This is basically because they would be a subsingleton anyway, even if they were types. They only have one constructor, and all arguments are either props or are mentioned in the type of the output. There is a more precise rule for this somewhere.

#### Chris Hughes (May 01 2020 at 21:36):

I think other people can answer what is so good about proof irrelevance better than me, but one example is that `subtype.ext`

would not hold without it.

#### Chris Hughes (May 01 2020 at 21:44):

https://lean-forward.github.io/logical-verification/2018/41_notes.html might be helpful

#### Ken Lee (May 01 2020 at 21:59):

Thanks Chris. I will have a read

#### Brandon Brown (May 01 2020 at 22:06):

Only the Prop type is proof irrelevant (all terms are definitionally equal) because it has to be in order to support classical reasoning - that was my understanding from the HoTT book. I asked a related question a little while ago, where I learned there are type theories that support continuation passing (e.g. exception handlers) model classical logic in a proof relevant way (I think). As far as I know there are no proof assistants that utilize this approach for reasons unknown to me.

#### Chris Hughes (May 01 2020 at 22:09):

Is this the thing about callcc with type `(((A -> B) -> A) -> A`

that has some computational interpretation. I never understood that.

#### Brandon Brown (May 01 2020 at 22:19):

Yes. I don't understand it either. But it seems like an exciting approach since to me proof relevance and computational interpretation seem desirable. But I'm sure there's some drawback that makes it not practical or something

#### Kevin Buzzard (May 01 2020 at 22:29):

I think it's an interesting observation that proof irrelevance and ignoring computation, the approach used in mathlib in general, has meant that the library has grown very quickly and seems to be well on the way to covering a pure mathematics degree

#### Brandon Brown (May 01 2020 at 22:38):

Well I certainly wouldn't want to adopt a system that provides proof relevance at the expense of being able to do ordinary mathematics efficiently. But from my feeble understanding of the exception handling/continuation-passing style is that this wouldn't be the case. I don't see how on the surface any of what we do in Lean would be different and would slow anything down, it would just add proof relevance so that we could do interesting things with proof objects themselves.

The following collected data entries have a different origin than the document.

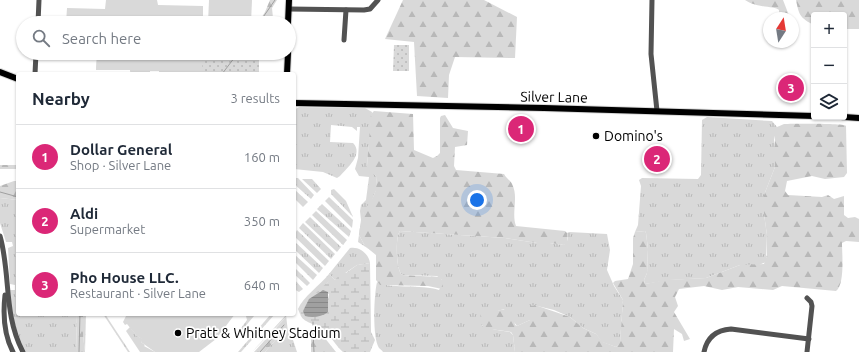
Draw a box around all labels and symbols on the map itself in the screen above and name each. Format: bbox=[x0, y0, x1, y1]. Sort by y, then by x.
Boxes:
north arrow bbox=[763, 12, 799, 48]
pin: 3 bbox=[778, 73, 804, 103]
street label: Silver Lane bbox=[520, 88, 588, 106]
pin: 1 bbox=[508, 114, 534, 144]
place label: Domino's bbox=[604, 128, 663, 144]
marker: Domino's bbox=[591, 131, 601, 141]
pin: 2 bbox=[644, 144, 670, 174]
your location bbox=[467, 190, 487, 210]
place label: Pratt & Whitney Stadium bbox=[186, 325, 341, 341]
marker: Pratt & Whitney Stadium bbox=[173, 328, 183, 338]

#### Brandon Brown (May 01 2020 at 22:42):

There are all these different interesting ways to write a proof of the same proposition that I as a human outside the system can appreciate, but the type theory itself cannot because all the proofs are equal. It would be neat if the type theory itself could represent all the proofs and therefore have functions from one proof to another etc. You could prove things about the space of proofs for a proposition or something.

#### Chris Hughes (May 01 2020 at 22:44):

You not really forced to use proof irrelevance in Lean even though it's available, you can always use `Type`

if you want.

#### Brandon Brown (May 01 2020 at 22:47):

Yes but my understanding is you're restricted to constructive logic outside of Prop

#### Brandon Brown (May 01 2020 at 22:56):

I think the continuation passing style would look something like this under-the-hood (mixing C++-style code with Lean)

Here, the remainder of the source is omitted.